WORK TO BE COMPLETED —
Each record must be written out again exactly. Skip any picture it contains.

DATA SECTION —
BEGIN
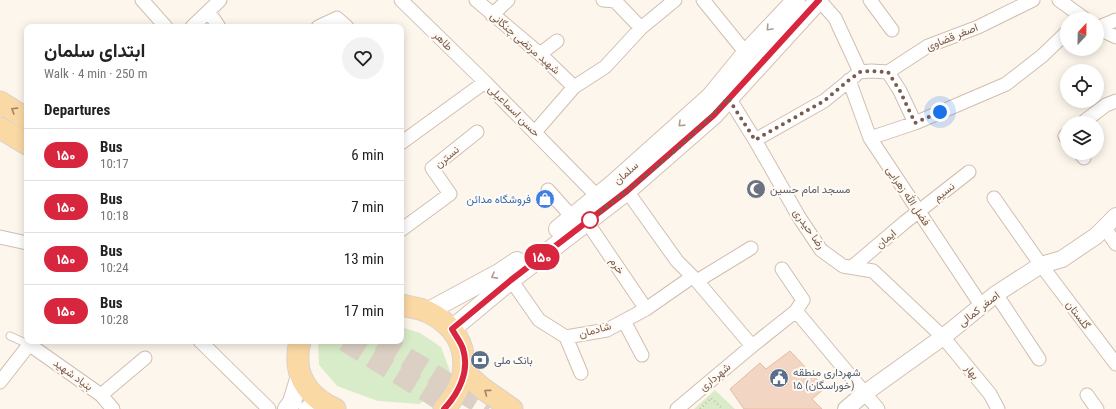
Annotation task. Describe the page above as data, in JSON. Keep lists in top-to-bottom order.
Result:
{
  "streets": {
    "main road": ["سلمان"],
    "street": [
      "اصغر قضاوی",
      "طاهر",
      "شهید مرتضی چنگانی",
      "حسن اسماعیلی",
      "نسترن",
      "نسیم",
      "فضل الله زهرایی",
      "رضا حیدری",
      "ایمان",
      "خرم",
      "اصغر کمالی",
      "گلستان",
      "شادمان",
      "بهار",
      "بنیاد شهید",
      "شهرداری"
    ]
  },
  "crossings": [
    ["طاهر", "حسن اسماعیلی"],
    ["حسن اسماعیلی", "سلمان"],
    ["سلمان", "رضا حیدری"],
    ["سلمان", "خرم"],
    ["سلمان", "شادمان"],
    ["نسیم", "فضل الله زهرایی"],
    ["نسیم", "ایمان"],
    ["فضل الله زهرایی", "ایمان"],
    ["فضل الله زهرایی", "اصغر کمالی"],
    ["رضا حیدری", "ایمان"],
    ["رضا حیدری", "اصغر کمالی"],
    ["رضا حیدری", "بهار"],
    ["خرم", "شادمان"],
    ["اصغر کمالی", "گلستان"],
    ["اصغر کمالی", "بهار"]
  ],
  "places": {
    "mosque": ["مسجد امام حسین"],
    "shop": ["فروشگاه مدائن"],
    "bank": ["بانک ملی"],
    "public building": ["شهرداری منطقه ۱۵ (خوراسگان)"]
  },
  "lines": ["bus line ۱۵۰"],
  "north": "top",
  "page": {
    "on_map": "۱۵۰",
    "heading": [
      ["ابتدای سلمان", "Walk · 4 min · 250 m"],
      "Departures"
    ],
    "list": [
      {
        "mark": "۱۵۰",
        "name": "Bus",
        "note": "10:17",
        "value": "6 min"
      },
      {
        "mark": "۱۵۰",
        "name": "Bus",
        "note": "10:18",
        "value": "7 min"
      },
      {
        "mark": "۱۵۰",
        "name": "Bus",
        "note": "10:24",
        "value": "13 min"
      },
      {
        "mark": "۱۵۰",
        "name": "Bus",
        "note": "10:28",
        "value": "17 min"
      }
    ]
  }
}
END
ANSWER FOR THIS EXERCISE —
Annotation task. Describe the page above as data, in JSON. Keep lists in top-to-bottom order.
Result:
{
  "streets": {
    "main road": ["سلمان"],
    "street": [
      "اصغر قضاوی",
      "طاهر",
      "شهید مرتضی چنگانی",
      "حسن اسماعیلی",
      "نسترن",
      "نسیم",
      "فضل الله زهرایی",
      "رضا حیدری",
      "ایمان",
      "خرم",
      "اصغر کمالی",
      "گلستان",
      "شادمان",
      "بهار",
      "بنیاد شهید",
      "شهرداری"
    ]
  },
  "crossings": [
    ["طاهر", "حسن اسماعیلی"],
    ["حسن اسماعیلی", "سلمان"],
    ["سلمان", "رضا حیدری"],
    ["سلمان", "خرم"],
    ["سلمان", "شادمان"],
    ["نسیم", "فضل الله زهرایی"],
    ["نسیم", "ایمان"],
    ["فضل الله زهرایی", "ایمان"],
    ["فضل الله زهرایی", "اصغر کمالی"],
    ["رضا حیدری", "ایمان"],
    ["رضا حیدری", "اصغر کمالی"],
    ["رضا حیدری", "بهار"],
    ["خرم", "شادمان"],
    ["اصغر کمالی", "گلستان"],
    ["اصغر کمالی", "بهار"]
  ],
  "places": {
    "mosque": ["مسجد امام حسین"],
    "shop": ["فروشگاه مدائن"],
    "bank": ["بانک ملی"],
    "public building": ["شهرداری منطقه ۱۵ (خوراسگان)"]
  },
  "lines": ["bus line ۱۵۰"],
  "north": "top",
  "page": {
    "on_map": "۱۵۰",
    "heading": [
      ["ابتدای سلمان", "Walk · 4 min · 250 m"],
      "Departures"
    ],
    "list": [
      {
        "mark": "۱۵۰",
        "name": "Bus",
        "note": "10:17",
        "value": "6 min"
      },
      {
        "mark": "۱۵۰",
        "name": "Bus",
        "note": "10:18",
        "value": "7 min"
      },
      {
        "mark": "۱۵۰",
        "name": "Bus",
        "note": "10:24",
        "value": "13 min"
      },
      {
        "mark": "۱۵۰",
        "name": "Bus",
        "note": "10:28",
        "value": "17 min"
      }
    ]
  }
}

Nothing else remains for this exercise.